— Иди сюда! — повелительно крикнул ему Прокопий. Тот посмотрел на него и, будто не понимая, что это касается его, улегся под стоящей рядом молодой елью. Но стоило только Прокопию встать, как сейчас же поднялся и Левка. — Иди сюда! — уже более мягко позвал его Прокопий.
Тот, поджав хвост и семеня ногами, перешел под другую ель.
— Умная собака, ведь понимает, что нельзя было удирать от Трофима Васильевича, вот и стыдится, — говорил повар Алексей.
— Нет, тут что-то другое, — возразил Прокопий. — Я-то его знаю!
Каких только предположений не было высказано по поводу внезапного появления в лагере Левки. Он принес с собой неразрешимую загадку: что же в действительности случилось с нашими товарищами? Неужели их постигло какое-то несчастье?
Через полчаса в лагере снова наступила тишина. Не переставая шел дождь. Все намокло, обвисло. В такую погоду дремлет зверь, забившись в чащу или спрятавшись в скалах; спит в густой хвое птица, в складке коры деревьев отдыхают букашки. Хорошо спится в дождь и человеку — вот почему в лагере было тихо.
Я, с трудом преодолевая дремоту, приводил в порядок свои технические записи. У ног лежал Черня, а рядом похрапывал, прислонившись головой к ели, Павел Назарович. Не спал только Прокопий.

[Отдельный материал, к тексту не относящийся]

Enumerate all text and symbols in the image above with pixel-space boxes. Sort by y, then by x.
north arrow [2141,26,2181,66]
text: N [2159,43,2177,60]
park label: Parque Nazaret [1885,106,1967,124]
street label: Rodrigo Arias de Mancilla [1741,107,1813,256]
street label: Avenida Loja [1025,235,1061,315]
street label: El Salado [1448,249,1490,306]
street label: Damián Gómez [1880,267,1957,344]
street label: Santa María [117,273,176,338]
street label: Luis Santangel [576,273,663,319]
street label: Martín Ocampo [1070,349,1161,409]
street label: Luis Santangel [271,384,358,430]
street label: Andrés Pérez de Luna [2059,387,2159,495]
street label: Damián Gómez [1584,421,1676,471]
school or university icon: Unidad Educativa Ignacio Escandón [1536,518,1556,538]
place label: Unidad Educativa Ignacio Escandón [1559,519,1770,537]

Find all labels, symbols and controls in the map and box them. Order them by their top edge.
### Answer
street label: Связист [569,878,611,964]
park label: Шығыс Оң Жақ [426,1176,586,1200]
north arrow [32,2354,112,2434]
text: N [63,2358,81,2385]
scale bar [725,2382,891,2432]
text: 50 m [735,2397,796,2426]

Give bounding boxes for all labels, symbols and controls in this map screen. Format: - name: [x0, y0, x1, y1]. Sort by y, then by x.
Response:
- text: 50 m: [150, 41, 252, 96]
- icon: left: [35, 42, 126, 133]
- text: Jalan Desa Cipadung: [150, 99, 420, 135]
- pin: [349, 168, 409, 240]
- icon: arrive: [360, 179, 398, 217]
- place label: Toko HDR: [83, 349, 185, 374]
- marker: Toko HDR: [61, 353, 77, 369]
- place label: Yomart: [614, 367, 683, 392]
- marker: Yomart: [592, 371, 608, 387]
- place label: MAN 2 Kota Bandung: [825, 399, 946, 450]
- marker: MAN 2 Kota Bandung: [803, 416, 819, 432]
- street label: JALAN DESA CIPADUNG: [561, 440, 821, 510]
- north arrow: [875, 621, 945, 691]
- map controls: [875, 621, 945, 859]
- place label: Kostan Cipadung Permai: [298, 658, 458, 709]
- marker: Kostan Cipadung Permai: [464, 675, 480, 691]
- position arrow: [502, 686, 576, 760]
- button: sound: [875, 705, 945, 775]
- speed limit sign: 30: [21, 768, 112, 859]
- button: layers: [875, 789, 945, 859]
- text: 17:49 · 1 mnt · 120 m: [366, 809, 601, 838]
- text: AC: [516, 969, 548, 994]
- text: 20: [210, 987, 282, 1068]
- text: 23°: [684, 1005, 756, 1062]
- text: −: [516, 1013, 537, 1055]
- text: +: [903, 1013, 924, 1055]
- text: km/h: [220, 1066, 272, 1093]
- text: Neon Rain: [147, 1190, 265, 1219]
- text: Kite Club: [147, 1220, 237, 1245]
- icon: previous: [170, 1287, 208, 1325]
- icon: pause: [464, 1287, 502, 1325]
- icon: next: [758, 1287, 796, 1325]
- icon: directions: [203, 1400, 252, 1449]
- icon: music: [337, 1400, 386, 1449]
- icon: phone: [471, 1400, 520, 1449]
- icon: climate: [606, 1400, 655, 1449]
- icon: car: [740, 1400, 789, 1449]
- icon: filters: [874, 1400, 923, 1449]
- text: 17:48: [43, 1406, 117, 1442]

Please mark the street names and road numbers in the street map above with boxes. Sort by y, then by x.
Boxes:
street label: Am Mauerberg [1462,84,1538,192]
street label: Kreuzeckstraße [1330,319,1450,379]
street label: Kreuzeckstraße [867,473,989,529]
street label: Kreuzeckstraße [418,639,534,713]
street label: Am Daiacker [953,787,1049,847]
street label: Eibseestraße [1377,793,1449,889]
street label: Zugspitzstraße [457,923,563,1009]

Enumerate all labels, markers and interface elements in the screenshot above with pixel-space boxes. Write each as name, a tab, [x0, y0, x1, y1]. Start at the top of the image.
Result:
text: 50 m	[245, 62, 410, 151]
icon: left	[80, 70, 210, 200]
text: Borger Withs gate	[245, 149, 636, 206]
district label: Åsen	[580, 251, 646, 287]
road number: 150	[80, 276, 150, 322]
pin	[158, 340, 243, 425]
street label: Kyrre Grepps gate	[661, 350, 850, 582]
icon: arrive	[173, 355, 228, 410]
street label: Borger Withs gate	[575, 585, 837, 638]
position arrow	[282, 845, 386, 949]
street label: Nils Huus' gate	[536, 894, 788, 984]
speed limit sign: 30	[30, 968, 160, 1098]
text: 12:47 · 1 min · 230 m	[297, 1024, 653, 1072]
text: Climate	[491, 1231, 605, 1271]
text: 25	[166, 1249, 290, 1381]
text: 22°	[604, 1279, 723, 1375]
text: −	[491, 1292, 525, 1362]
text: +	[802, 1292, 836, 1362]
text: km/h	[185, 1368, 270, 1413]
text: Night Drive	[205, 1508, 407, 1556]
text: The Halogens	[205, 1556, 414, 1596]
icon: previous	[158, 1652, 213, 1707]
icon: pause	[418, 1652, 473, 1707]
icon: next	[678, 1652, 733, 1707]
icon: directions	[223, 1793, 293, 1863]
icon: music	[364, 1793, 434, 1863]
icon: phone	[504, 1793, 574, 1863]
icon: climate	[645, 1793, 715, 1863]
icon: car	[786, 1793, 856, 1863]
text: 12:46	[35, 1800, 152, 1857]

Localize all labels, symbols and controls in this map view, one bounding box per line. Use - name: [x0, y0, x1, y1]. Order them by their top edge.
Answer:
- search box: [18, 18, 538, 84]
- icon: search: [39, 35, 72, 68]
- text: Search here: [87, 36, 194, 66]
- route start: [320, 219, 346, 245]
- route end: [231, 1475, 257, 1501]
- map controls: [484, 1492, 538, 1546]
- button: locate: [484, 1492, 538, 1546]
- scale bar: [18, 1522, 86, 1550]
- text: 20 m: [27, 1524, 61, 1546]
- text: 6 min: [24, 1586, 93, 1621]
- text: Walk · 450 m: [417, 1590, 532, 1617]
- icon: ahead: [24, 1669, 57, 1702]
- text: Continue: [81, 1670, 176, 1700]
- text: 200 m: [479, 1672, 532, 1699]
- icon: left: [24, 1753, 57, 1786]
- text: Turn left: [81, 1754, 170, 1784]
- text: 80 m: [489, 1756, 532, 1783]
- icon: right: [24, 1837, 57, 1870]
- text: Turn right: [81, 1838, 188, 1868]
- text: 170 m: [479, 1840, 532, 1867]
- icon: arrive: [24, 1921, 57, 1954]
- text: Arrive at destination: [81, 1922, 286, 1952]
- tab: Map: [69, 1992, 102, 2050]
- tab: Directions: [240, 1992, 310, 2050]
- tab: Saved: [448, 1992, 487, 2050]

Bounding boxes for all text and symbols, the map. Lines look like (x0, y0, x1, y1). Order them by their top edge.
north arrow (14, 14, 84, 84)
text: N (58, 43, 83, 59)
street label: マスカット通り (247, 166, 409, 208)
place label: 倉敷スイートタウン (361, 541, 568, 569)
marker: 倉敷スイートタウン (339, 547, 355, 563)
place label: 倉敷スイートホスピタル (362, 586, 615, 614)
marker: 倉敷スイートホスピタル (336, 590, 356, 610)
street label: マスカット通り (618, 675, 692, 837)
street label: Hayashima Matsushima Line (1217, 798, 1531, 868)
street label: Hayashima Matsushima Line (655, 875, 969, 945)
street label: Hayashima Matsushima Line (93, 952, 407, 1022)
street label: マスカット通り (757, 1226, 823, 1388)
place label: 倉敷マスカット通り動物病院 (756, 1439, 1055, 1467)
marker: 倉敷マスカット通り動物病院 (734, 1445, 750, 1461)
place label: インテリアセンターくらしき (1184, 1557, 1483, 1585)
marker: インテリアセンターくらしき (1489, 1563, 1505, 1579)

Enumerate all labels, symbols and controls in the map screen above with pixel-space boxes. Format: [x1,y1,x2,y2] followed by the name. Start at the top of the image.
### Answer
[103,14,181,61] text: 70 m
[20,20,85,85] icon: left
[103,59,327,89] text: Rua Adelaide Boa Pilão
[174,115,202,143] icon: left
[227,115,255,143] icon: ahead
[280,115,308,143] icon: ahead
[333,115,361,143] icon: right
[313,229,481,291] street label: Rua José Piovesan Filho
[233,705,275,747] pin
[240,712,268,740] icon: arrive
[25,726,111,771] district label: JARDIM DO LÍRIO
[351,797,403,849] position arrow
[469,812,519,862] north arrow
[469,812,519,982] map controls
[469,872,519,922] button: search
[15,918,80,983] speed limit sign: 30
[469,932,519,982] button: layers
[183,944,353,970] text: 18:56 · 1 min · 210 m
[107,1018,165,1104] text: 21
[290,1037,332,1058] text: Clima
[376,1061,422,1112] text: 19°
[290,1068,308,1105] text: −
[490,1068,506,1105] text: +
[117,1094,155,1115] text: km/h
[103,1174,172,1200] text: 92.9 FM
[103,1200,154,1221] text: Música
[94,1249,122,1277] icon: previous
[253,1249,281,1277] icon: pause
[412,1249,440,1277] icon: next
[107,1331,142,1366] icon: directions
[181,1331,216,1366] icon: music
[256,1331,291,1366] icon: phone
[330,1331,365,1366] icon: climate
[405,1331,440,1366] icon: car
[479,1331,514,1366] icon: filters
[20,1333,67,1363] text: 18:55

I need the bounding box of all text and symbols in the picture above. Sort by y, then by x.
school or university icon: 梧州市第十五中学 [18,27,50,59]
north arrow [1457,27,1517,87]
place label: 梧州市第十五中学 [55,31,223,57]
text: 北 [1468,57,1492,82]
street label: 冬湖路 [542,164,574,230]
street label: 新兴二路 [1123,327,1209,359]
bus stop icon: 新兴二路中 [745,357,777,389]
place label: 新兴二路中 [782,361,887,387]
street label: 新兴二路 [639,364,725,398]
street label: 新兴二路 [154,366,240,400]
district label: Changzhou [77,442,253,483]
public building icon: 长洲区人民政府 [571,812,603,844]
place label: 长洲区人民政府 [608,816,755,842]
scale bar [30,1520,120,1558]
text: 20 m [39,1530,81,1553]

Пытливый ум не давал ему покоя и на этот раз. Но разве можно было узнать по прибежавшей собаке, что именно случилось с Трофимом Васильевичем и его товарищами?
Прокопий сидел задумчивый, изредка посматривая на собак. Потом встал, ощупал живот Левки, осмотрел на спине шерсть, заглядывал несколько раз в уши, что-то доставал из них и удивленно качал головой. Затем он так же внимательно осмотрел и Черню.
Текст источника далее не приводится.